* **What you should do**: Present exactly, and only, the lines running from the line that contains "White<br>River Pkwy OB</span>" through the end of the entries below.

* **Input data**:
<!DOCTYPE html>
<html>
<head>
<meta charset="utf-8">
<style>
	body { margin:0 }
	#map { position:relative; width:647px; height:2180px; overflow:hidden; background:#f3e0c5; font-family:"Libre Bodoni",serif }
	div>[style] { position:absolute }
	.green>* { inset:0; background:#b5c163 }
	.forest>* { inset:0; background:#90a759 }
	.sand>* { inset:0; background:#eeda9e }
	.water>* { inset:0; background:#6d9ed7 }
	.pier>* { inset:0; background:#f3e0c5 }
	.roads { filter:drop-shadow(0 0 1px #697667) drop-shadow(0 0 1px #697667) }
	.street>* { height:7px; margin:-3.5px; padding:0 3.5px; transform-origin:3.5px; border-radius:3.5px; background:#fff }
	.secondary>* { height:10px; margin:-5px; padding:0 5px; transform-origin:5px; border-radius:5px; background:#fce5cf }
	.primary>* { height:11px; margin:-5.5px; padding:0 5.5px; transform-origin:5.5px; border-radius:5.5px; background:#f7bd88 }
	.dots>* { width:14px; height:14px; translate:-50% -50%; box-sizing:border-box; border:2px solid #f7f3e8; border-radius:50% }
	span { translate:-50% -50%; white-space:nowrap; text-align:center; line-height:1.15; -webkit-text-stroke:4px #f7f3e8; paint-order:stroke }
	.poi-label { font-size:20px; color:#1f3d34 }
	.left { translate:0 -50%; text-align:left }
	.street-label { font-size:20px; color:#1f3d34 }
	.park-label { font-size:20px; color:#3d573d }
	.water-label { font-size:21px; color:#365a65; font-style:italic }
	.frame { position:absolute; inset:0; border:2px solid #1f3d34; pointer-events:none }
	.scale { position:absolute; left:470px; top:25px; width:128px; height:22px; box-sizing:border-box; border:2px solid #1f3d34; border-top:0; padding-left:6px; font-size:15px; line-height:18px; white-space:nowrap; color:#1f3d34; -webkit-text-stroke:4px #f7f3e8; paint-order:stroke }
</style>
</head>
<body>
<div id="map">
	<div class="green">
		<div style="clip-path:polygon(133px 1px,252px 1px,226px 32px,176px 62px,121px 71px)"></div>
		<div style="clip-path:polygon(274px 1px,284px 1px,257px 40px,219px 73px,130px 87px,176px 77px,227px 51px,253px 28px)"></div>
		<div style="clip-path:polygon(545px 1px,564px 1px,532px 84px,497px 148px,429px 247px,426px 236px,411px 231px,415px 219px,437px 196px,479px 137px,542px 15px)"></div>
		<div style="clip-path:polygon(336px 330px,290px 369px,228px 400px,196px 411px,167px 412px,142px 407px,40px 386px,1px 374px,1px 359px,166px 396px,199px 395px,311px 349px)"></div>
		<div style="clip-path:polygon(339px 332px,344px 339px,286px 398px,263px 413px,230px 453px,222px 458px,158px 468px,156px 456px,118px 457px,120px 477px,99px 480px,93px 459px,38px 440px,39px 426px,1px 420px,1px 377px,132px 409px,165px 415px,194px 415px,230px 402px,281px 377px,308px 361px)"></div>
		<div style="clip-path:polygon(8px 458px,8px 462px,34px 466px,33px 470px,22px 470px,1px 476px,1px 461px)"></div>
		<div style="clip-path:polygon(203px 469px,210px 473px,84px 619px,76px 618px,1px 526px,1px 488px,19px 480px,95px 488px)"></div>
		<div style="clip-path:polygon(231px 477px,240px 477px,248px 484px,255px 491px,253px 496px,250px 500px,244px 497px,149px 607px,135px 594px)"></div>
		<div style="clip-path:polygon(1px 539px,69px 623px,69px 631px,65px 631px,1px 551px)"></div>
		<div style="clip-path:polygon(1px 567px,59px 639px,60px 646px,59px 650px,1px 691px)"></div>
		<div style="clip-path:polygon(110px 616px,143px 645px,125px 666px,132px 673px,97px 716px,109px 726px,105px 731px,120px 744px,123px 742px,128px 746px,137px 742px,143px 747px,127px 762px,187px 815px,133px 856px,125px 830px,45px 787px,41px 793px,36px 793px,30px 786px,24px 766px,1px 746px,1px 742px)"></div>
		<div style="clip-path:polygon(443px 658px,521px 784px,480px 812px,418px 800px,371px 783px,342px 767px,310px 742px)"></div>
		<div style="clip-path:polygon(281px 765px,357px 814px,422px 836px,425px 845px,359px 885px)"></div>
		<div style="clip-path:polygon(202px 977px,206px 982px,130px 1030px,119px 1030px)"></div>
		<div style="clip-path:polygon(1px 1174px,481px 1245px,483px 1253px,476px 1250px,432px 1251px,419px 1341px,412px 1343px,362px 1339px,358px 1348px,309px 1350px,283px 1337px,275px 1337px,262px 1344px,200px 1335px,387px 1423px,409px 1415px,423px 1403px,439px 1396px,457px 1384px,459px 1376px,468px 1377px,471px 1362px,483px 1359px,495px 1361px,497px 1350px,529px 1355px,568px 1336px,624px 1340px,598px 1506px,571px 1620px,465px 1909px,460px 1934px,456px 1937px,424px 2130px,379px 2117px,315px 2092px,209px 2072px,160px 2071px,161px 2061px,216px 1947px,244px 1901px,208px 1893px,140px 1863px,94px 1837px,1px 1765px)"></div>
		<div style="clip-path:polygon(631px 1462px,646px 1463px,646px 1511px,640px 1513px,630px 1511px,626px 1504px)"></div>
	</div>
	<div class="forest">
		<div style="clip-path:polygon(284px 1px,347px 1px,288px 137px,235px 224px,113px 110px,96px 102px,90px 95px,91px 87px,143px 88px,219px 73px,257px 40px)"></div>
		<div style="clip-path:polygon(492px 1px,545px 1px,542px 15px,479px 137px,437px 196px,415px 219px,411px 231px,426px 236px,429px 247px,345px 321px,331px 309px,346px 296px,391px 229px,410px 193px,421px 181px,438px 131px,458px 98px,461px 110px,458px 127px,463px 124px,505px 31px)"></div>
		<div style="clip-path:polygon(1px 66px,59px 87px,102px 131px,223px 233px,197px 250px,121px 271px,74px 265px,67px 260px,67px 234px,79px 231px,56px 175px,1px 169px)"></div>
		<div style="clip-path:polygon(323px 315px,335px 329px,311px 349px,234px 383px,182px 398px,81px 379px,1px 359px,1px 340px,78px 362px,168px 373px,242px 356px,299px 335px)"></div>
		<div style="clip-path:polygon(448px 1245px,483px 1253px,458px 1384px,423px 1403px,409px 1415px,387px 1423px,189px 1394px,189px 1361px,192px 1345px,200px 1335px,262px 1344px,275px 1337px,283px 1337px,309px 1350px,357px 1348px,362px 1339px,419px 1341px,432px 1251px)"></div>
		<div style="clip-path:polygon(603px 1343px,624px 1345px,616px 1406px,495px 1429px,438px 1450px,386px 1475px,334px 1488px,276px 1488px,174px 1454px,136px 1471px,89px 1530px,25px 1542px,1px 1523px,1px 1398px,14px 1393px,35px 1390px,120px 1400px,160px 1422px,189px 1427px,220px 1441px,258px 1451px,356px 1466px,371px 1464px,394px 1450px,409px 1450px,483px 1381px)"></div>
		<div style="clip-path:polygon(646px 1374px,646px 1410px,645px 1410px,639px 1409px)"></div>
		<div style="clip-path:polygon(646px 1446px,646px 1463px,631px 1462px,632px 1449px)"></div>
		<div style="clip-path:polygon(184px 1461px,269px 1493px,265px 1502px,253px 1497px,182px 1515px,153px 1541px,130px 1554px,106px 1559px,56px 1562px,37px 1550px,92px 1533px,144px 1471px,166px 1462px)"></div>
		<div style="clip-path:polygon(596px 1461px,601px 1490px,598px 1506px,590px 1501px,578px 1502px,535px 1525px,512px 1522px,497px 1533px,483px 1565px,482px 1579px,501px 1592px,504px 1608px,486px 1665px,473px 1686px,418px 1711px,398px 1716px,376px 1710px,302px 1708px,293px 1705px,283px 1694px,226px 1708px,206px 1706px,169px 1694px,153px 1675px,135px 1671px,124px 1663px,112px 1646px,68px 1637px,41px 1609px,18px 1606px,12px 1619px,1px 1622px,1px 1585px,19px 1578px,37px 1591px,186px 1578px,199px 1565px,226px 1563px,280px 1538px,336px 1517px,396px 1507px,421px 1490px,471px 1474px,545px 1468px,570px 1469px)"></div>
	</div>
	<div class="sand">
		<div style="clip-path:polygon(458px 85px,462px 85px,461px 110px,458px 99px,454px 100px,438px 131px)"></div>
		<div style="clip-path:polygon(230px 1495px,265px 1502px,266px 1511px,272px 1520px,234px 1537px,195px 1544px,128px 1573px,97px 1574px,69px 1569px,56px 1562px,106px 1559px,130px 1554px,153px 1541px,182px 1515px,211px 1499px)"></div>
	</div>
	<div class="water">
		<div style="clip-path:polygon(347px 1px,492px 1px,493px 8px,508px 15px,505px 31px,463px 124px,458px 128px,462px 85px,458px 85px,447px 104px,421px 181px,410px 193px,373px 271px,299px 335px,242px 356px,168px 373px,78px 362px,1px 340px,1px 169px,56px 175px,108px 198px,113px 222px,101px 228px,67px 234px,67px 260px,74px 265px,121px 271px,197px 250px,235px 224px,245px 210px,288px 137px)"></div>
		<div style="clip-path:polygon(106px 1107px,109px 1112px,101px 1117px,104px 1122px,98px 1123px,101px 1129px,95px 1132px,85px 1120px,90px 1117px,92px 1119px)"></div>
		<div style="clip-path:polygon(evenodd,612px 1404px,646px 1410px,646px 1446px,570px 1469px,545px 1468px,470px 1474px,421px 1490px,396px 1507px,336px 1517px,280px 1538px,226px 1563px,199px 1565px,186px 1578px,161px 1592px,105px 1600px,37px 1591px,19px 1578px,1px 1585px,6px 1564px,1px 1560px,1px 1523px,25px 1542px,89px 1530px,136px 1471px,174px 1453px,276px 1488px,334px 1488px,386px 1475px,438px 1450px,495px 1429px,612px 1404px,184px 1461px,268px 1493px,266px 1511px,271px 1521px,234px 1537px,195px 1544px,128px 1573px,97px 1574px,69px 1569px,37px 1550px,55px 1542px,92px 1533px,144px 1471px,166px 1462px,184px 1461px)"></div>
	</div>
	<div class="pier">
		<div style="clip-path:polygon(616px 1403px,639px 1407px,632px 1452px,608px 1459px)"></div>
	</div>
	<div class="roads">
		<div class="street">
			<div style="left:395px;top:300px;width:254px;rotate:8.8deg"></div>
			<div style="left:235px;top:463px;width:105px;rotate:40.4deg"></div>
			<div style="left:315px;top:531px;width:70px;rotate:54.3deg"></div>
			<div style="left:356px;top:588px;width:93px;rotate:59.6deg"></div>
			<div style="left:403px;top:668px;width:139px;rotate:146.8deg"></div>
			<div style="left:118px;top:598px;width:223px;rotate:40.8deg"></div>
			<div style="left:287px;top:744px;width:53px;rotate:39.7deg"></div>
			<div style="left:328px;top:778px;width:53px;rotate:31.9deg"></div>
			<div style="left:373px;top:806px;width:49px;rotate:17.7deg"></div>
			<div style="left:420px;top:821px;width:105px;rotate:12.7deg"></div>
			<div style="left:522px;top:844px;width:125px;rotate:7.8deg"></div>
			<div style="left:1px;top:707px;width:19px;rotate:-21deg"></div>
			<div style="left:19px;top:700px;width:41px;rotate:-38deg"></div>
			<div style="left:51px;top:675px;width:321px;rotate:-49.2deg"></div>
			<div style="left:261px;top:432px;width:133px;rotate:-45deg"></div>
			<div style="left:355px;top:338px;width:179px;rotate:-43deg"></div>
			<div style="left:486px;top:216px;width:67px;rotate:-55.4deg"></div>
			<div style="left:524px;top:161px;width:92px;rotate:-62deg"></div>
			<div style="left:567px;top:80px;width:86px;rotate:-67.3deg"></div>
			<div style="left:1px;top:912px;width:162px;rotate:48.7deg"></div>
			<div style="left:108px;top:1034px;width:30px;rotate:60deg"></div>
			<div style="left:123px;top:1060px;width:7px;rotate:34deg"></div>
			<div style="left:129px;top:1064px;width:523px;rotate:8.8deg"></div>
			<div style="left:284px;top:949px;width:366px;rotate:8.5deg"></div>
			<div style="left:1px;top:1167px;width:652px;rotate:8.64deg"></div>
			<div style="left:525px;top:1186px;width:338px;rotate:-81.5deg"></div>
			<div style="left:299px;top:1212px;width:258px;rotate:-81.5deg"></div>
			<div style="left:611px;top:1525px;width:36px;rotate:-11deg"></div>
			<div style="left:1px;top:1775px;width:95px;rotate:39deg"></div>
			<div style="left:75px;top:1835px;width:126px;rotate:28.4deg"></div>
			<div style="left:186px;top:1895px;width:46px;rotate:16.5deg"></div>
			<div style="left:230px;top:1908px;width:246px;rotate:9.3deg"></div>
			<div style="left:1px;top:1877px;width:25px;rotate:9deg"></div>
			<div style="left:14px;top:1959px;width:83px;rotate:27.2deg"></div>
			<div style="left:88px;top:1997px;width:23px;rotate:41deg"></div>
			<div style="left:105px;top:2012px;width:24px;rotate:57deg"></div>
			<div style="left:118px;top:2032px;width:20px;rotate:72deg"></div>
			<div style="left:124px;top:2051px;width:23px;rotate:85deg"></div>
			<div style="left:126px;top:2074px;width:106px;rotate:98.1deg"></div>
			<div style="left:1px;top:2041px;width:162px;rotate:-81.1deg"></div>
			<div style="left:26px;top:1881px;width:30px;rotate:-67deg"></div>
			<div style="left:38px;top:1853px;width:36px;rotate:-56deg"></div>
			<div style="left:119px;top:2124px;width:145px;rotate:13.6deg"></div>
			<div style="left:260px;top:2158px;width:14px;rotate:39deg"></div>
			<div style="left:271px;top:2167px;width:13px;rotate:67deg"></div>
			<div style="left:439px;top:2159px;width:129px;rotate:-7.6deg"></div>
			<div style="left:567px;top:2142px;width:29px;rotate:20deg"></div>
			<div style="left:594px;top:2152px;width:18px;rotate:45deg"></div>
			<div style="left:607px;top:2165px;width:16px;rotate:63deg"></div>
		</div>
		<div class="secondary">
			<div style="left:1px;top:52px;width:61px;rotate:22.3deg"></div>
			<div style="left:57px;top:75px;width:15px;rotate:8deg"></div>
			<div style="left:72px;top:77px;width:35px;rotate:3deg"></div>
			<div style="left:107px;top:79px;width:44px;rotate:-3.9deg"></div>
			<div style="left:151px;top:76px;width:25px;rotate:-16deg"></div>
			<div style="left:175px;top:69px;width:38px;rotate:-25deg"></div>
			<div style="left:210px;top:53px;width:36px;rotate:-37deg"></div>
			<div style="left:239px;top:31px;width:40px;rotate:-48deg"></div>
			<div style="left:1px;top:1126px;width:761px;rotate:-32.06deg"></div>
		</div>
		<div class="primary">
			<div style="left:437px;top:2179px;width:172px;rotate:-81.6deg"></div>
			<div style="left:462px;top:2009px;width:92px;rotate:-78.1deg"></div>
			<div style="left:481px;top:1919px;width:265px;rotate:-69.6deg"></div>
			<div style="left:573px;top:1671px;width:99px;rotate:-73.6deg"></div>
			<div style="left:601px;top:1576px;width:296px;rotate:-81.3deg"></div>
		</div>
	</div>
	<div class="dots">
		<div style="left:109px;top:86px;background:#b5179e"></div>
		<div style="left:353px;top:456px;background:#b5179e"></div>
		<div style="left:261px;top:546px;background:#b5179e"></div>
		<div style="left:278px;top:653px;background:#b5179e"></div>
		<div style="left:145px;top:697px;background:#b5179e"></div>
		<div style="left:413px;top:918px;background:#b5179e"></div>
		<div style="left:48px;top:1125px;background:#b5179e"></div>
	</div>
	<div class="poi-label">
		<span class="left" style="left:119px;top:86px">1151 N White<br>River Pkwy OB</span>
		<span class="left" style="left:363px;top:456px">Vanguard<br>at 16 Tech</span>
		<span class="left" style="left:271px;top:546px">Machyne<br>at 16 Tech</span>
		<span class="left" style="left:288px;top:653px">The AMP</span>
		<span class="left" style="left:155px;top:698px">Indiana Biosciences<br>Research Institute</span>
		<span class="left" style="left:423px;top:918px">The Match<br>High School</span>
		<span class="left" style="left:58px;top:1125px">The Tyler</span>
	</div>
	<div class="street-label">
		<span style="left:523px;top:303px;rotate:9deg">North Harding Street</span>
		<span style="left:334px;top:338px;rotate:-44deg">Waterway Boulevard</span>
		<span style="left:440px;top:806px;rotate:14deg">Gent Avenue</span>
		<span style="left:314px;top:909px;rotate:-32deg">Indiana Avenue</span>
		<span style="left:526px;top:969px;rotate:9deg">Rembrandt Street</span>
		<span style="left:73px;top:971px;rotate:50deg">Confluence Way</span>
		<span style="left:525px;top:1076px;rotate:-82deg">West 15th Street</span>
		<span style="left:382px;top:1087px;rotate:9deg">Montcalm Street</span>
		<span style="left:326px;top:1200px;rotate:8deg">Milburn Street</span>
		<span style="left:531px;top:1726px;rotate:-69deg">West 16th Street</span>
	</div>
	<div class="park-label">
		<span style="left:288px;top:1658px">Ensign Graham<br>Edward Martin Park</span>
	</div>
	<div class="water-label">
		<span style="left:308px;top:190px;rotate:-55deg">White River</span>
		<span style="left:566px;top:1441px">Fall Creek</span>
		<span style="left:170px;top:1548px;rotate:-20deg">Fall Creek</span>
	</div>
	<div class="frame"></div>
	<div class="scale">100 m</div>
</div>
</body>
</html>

* **Result below**:
		<span class="left" style="left:119px;top:86px">1151 N White<br>River Pkwy OB</span>
		<span class="left" style="left:363px;top:456px">Vanguard<br>at 16 Tech</span>
		<span class="left" style="left:271px;top:546px">Machyne<br>at 16 Tech</span>
		<span class="left" style="left:288px;top:653px">The AMP</span>
		<span class="left" style="left:155px;top:698px">Indiana Biosciences<br>Research Institute</span>
		<span class="left" style="left:423px;top:918px">The Match<br>High School</span>
		<span class="left" style="left:58px;top:1125px">The Tyler</span>
	</div>
	<div class="street-label">
		<span style="left:523px;top:303px;rotate:9deg">North Harding Street</span>
		<span style="left:334px;top:338px;rotate:-44deg">Waterway Boulevard</span>
		<span style="left:440px;top:806px;rotate:14deg">Gent Avenue</span>
		<span style="left:314px;top:909px;rotate:-32deg">Indiana Avenue</span>
		<span style="left:526px;top:969px;rotate:9deg">Rembrandt Street</span>
		<span style="left:73px;top:971px;rotate:50deg">Confluence Way</span>
		<span style="left:525px;top:1076px;rotate:-82deg">West 15th Street</span>
		<span style="left:382px;top:1087px;rotate:9deg">Montcalm Street</span>
		<span style="left:326px;top:1200px;rotate:8deg">Milburn Street</span>
		<span style="left:531px;top:1726px;rotate:-69deg">West 16th Street</span>
	</div>
	<div class="park-label">
		<span style="left:288px;top:1658px">Ensign Graham<br>Edward Martin Park</span>
	</div>
	<div class="water-label">
		<span style="left:308px;top:190px;rotate:-55deg">White River</span>
		<span style="left:566px;top:1441px">Fall Creek</span>
		<span style="left:170px;top:1548px;rotate:-20deg">Fall Creek</span>
	</div>
	<div class="frame"></div>
	<div class="scale">100 m</div>
</div>
</body>
</html>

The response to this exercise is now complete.